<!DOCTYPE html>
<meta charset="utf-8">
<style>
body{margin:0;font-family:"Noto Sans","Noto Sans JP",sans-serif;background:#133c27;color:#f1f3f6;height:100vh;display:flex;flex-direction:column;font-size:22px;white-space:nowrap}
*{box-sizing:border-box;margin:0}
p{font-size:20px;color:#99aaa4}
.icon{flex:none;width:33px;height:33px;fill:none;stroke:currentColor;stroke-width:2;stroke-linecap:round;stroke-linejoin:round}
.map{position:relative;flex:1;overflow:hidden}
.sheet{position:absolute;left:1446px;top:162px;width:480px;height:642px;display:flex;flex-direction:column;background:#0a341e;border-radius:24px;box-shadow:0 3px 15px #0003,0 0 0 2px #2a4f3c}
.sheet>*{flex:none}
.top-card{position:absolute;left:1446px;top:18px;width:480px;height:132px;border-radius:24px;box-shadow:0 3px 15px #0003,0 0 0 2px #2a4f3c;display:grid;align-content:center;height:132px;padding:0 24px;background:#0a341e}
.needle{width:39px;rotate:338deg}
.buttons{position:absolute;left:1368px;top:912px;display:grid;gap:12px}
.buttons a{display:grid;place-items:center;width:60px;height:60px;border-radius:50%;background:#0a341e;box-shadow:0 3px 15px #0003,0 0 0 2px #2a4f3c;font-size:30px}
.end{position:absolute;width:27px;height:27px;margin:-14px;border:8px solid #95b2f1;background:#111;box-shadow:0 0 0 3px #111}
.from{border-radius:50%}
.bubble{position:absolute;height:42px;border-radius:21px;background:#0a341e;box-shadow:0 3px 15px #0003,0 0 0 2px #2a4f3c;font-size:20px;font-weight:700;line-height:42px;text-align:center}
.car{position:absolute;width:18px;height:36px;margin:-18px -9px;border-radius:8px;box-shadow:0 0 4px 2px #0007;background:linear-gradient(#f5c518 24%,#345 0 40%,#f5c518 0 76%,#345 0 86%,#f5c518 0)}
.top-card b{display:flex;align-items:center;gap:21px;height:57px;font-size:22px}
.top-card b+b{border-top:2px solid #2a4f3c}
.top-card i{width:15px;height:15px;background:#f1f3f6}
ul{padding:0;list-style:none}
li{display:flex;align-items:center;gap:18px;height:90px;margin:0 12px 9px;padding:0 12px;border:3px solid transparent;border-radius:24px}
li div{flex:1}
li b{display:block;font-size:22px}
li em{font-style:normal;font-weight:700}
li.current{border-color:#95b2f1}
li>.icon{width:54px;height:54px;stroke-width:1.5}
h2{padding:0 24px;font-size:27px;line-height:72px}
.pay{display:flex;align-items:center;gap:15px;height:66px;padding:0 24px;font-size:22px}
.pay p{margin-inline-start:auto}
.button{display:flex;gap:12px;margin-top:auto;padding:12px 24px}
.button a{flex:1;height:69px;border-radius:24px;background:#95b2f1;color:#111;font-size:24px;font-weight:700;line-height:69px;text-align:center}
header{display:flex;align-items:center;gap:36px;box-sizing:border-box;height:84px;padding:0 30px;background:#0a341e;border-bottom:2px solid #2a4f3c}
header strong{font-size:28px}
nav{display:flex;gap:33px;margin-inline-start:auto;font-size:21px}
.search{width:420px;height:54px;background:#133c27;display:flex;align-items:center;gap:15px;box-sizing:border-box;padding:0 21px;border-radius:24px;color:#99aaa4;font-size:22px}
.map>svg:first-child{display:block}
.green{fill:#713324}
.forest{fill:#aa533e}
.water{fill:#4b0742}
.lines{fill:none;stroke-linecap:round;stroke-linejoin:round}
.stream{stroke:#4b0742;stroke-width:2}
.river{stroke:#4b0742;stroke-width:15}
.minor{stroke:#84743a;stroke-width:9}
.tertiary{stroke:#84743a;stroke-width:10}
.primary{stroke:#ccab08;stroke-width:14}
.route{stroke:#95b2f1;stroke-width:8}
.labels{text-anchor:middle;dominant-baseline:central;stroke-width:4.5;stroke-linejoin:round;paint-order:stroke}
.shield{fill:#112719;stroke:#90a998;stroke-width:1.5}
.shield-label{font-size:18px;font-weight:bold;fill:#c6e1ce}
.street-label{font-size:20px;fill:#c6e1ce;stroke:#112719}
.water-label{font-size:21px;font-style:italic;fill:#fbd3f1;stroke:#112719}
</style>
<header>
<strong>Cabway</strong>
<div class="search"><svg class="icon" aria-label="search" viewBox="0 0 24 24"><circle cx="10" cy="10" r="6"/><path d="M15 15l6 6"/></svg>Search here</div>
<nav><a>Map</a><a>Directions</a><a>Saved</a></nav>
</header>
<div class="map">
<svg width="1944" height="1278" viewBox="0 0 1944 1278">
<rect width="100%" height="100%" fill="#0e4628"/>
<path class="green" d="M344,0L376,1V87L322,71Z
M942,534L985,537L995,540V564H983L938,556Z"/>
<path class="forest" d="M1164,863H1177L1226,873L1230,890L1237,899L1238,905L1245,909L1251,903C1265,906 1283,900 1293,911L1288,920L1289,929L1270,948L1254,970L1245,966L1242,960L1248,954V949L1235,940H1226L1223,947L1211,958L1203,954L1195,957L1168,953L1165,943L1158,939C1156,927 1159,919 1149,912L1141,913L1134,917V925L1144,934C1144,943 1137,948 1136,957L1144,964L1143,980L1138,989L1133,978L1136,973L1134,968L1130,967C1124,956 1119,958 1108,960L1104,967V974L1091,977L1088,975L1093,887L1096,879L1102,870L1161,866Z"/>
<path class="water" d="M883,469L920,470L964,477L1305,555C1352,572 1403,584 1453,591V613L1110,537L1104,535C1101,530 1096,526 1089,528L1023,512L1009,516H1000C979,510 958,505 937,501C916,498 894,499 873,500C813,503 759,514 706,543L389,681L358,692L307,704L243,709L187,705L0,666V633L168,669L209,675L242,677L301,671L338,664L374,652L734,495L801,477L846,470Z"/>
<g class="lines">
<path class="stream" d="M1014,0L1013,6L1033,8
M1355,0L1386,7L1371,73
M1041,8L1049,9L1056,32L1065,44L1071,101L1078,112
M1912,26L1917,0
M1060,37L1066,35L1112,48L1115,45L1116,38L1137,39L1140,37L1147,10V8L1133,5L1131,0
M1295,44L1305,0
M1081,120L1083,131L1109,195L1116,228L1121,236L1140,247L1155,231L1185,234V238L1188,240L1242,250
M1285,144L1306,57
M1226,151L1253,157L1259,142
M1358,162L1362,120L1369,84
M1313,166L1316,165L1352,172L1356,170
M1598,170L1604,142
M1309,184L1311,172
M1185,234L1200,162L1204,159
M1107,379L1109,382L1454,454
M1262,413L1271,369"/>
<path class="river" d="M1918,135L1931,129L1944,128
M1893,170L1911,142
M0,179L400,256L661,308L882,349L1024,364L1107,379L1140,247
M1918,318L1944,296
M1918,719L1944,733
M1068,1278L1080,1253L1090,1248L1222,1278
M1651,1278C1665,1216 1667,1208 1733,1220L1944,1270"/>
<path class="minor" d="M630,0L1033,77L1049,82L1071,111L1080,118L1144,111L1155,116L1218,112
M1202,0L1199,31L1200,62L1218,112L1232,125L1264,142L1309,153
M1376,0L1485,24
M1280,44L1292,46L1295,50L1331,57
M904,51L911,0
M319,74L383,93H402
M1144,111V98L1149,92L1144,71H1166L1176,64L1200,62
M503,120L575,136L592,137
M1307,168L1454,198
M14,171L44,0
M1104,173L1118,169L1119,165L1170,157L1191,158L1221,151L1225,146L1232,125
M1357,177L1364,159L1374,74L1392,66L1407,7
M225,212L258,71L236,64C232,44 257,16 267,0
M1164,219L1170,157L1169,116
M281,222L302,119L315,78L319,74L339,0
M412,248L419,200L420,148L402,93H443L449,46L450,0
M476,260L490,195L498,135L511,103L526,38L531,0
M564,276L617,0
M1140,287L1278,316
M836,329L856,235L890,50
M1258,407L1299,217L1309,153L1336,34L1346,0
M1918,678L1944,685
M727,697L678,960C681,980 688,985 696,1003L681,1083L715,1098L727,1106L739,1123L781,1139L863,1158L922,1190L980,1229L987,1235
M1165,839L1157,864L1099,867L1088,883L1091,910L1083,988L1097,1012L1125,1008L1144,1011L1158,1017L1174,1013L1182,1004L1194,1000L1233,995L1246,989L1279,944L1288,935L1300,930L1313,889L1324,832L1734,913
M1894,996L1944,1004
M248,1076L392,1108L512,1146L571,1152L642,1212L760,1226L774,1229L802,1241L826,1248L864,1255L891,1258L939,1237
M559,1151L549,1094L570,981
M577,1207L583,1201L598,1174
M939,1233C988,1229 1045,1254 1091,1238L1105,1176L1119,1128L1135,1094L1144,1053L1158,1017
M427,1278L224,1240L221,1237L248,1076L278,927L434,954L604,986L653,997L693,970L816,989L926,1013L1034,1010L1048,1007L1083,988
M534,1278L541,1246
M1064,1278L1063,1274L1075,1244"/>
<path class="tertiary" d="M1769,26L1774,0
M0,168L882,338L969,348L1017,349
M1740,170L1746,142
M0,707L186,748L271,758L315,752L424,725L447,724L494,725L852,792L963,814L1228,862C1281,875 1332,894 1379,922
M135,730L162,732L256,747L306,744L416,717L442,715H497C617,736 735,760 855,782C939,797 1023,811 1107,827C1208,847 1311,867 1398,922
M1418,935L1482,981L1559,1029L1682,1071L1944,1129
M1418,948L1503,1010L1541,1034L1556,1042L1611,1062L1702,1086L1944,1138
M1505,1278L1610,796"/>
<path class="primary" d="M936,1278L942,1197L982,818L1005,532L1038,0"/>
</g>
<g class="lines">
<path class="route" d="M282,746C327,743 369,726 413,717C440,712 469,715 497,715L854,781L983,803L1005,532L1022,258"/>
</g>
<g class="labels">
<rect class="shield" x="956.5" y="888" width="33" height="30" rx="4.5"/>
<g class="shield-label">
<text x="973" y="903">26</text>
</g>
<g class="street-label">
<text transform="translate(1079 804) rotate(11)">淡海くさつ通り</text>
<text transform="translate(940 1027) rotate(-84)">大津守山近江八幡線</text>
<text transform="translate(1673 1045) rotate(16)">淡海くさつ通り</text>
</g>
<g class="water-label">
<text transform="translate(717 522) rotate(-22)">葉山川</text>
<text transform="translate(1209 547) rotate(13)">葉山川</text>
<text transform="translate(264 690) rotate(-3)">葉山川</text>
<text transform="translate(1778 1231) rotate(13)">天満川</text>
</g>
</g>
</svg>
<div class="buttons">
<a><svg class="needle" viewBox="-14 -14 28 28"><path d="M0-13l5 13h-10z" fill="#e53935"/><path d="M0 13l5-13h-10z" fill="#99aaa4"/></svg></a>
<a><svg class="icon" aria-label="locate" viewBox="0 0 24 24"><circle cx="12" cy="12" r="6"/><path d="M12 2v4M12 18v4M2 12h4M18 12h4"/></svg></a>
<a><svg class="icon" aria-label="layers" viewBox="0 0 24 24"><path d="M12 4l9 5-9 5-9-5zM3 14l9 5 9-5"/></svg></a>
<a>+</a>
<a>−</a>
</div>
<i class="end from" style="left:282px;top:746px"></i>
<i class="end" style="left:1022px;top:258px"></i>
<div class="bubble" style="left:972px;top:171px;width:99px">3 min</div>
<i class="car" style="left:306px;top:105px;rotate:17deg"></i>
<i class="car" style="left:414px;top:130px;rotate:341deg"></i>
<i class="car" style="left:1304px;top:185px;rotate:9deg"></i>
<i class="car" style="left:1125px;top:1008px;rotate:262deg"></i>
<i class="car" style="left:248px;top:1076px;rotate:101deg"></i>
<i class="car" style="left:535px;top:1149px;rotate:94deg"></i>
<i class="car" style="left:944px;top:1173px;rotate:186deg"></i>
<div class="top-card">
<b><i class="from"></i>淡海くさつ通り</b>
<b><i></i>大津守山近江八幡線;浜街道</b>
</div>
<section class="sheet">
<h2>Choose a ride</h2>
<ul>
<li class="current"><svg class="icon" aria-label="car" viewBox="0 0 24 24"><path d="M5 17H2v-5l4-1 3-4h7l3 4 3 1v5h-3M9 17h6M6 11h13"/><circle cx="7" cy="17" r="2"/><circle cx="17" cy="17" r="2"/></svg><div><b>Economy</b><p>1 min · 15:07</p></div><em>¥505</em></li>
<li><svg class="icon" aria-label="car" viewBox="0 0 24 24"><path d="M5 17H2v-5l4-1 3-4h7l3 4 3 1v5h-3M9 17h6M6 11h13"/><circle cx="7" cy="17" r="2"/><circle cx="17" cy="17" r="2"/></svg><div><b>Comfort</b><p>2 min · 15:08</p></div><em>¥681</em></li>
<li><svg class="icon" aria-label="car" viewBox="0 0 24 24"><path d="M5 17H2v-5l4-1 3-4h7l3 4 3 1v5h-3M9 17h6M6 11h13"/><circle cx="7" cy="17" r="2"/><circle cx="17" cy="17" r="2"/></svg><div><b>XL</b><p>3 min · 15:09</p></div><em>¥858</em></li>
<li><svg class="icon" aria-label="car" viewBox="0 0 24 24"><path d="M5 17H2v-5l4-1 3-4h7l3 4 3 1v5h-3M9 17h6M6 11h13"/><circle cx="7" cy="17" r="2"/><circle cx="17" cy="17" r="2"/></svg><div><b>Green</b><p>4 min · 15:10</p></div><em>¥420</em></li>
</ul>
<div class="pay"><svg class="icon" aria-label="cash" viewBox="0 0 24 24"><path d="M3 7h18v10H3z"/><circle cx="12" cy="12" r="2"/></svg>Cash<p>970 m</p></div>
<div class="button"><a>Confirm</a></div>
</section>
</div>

◇ ◇ ◇ ◇

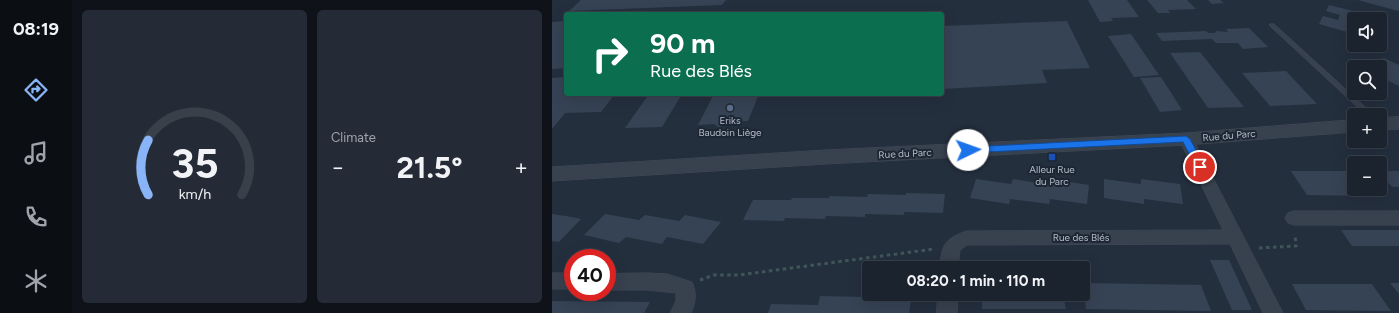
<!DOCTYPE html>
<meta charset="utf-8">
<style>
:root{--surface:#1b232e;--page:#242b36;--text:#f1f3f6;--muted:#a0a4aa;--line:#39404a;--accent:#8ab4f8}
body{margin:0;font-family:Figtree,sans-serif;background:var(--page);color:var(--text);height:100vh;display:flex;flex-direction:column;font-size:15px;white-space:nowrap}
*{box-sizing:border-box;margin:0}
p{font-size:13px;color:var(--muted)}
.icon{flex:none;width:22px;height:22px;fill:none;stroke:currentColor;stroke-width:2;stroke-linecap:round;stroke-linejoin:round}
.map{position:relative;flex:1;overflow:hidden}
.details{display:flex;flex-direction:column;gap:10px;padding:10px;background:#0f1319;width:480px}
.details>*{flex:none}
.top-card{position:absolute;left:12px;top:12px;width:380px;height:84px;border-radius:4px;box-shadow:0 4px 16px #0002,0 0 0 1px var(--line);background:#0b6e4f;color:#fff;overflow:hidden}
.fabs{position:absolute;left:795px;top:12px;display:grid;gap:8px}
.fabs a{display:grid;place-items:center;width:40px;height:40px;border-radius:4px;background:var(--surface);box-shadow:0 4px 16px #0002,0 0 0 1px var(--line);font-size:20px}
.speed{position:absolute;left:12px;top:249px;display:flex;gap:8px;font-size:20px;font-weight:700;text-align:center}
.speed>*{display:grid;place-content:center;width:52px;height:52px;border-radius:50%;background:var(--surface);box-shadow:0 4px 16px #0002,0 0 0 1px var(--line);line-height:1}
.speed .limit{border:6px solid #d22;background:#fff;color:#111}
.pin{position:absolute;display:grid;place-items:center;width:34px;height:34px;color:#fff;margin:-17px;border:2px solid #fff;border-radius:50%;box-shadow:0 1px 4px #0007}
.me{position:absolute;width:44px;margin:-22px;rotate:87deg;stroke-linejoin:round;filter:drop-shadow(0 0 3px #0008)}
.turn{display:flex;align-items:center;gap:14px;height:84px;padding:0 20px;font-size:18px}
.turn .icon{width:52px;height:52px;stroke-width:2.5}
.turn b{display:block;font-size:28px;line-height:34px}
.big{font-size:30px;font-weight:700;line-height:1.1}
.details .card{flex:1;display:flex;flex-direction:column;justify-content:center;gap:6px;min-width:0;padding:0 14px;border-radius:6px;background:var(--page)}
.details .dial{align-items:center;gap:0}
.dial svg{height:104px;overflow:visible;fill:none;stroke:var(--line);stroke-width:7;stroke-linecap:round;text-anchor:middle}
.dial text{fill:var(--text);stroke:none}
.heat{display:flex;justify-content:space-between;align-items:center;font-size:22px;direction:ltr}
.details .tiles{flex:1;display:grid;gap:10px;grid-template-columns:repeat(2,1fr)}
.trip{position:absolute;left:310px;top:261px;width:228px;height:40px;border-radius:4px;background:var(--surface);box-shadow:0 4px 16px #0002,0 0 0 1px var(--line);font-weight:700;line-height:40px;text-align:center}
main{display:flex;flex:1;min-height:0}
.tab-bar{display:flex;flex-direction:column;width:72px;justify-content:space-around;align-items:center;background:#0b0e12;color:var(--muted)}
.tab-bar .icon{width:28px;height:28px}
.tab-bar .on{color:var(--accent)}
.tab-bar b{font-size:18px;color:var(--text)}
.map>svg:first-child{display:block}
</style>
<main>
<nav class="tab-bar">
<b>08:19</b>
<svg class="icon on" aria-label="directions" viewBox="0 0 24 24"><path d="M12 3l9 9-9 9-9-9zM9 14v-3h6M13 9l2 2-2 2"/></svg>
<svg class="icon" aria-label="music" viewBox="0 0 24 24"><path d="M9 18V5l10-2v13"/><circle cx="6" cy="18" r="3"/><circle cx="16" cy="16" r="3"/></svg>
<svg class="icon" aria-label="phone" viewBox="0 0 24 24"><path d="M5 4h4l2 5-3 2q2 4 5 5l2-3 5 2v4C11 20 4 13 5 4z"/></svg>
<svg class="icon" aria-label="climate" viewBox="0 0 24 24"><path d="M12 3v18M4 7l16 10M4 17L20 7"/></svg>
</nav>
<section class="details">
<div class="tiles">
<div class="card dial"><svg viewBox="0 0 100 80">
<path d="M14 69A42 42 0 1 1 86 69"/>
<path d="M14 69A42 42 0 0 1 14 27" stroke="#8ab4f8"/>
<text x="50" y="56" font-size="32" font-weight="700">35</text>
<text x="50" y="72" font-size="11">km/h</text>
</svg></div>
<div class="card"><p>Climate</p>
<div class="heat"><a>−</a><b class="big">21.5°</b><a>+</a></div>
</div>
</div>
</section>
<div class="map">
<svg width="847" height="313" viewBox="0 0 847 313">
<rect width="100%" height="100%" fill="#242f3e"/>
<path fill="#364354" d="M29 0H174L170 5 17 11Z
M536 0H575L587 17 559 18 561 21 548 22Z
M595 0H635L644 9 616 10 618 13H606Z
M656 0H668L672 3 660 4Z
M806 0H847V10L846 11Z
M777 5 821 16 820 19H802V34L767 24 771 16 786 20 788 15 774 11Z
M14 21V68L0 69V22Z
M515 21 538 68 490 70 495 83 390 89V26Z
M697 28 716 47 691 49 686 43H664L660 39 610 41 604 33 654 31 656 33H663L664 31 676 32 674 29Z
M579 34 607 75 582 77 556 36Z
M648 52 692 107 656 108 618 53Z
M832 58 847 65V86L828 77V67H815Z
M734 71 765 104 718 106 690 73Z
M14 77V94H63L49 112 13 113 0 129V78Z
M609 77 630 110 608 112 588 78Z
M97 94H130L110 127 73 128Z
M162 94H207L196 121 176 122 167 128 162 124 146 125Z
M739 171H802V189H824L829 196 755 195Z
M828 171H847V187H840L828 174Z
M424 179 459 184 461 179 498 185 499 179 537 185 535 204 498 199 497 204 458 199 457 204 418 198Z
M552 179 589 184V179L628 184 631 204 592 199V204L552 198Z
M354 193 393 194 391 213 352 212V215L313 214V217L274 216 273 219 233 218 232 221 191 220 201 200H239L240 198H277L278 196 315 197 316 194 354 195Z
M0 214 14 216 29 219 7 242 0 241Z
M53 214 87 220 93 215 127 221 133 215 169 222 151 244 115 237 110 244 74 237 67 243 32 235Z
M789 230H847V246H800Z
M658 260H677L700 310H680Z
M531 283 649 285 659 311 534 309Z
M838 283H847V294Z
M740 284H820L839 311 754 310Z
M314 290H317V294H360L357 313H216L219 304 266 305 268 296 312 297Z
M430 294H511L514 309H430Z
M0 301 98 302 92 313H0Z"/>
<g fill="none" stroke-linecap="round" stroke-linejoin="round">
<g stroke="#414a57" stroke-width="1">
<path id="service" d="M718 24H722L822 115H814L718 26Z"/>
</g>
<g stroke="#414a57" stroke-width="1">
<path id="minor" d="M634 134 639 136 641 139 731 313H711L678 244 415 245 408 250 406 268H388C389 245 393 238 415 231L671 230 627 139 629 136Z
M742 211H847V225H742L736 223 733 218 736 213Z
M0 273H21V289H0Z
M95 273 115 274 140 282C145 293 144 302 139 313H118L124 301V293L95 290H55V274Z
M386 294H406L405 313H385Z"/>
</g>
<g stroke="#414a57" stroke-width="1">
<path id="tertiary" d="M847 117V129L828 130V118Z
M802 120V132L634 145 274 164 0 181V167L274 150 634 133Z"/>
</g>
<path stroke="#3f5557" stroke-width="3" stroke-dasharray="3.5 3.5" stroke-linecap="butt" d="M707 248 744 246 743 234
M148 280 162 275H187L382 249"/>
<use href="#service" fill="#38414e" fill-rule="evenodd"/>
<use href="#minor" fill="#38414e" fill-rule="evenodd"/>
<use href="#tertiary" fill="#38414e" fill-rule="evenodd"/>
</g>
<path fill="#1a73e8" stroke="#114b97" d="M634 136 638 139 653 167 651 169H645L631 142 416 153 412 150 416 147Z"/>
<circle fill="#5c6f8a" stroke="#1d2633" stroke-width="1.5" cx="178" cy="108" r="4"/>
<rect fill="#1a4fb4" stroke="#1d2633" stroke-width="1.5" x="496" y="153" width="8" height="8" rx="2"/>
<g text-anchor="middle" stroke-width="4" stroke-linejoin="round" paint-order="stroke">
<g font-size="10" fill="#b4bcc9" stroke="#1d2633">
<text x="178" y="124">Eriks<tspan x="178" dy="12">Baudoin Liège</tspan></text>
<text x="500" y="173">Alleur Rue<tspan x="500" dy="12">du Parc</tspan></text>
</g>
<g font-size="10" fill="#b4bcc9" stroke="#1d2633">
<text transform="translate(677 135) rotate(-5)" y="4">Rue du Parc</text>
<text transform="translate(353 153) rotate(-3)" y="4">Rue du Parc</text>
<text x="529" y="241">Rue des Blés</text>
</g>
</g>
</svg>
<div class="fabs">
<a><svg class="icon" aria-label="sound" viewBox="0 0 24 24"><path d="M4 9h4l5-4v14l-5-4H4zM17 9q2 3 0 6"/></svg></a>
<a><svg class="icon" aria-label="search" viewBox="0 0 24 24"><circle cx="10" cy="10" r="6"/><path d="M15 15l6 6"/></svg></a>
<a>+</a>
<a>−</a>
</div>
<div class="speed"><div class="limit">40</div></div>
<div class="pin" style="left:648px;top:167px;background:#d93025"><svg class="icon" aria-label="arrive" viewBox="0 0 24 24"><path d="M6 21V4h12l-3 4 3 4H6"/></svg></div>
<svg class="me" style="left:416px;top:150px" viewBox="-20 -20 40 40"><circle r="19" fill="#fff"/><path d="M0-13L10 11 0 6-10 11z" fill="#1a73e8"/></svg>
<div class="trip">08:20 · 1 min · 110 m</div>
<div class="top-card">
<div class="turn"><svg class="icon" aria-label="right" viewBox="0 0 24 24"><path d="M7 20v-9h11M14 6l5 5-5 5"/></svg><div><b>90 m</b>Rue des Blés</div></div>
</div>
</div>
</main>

◇ ◇ ◇ ◇

WHAT THE EXERCISE ASKS. Copy each line holding "place" from the material above.

SOLUTION.
.buttons a{display:grid;place-items:center;width:60px;height:60px;border-radius:50%;background:#0a341e;box-shadow:0 3px 15px #0003,0 0 0 2px #2a4f3c;font-size:30px}
.fabs a{display:grid;place-items:center;width:40px;height:40px;border-radius:4px;background:var(--surface);box-shadow:0 4px 16px #0002,0 0 0 1px var(--line);font-size:20px}
.speed>*{display:grid;place-content:center;width:52px;height:52px;border-radius:50%;background:var(--surface);box-shadow:0 4px 16px #0002,0 0 0 1px var(--line);line-height:1}
.pin{position:absolute;display:grid;place-items:center;width:34px;height:34px;color:#fff;margin:-17px;border:2px solid #fff;border-radius:50%;box-shadow:0 1px 4px #0007}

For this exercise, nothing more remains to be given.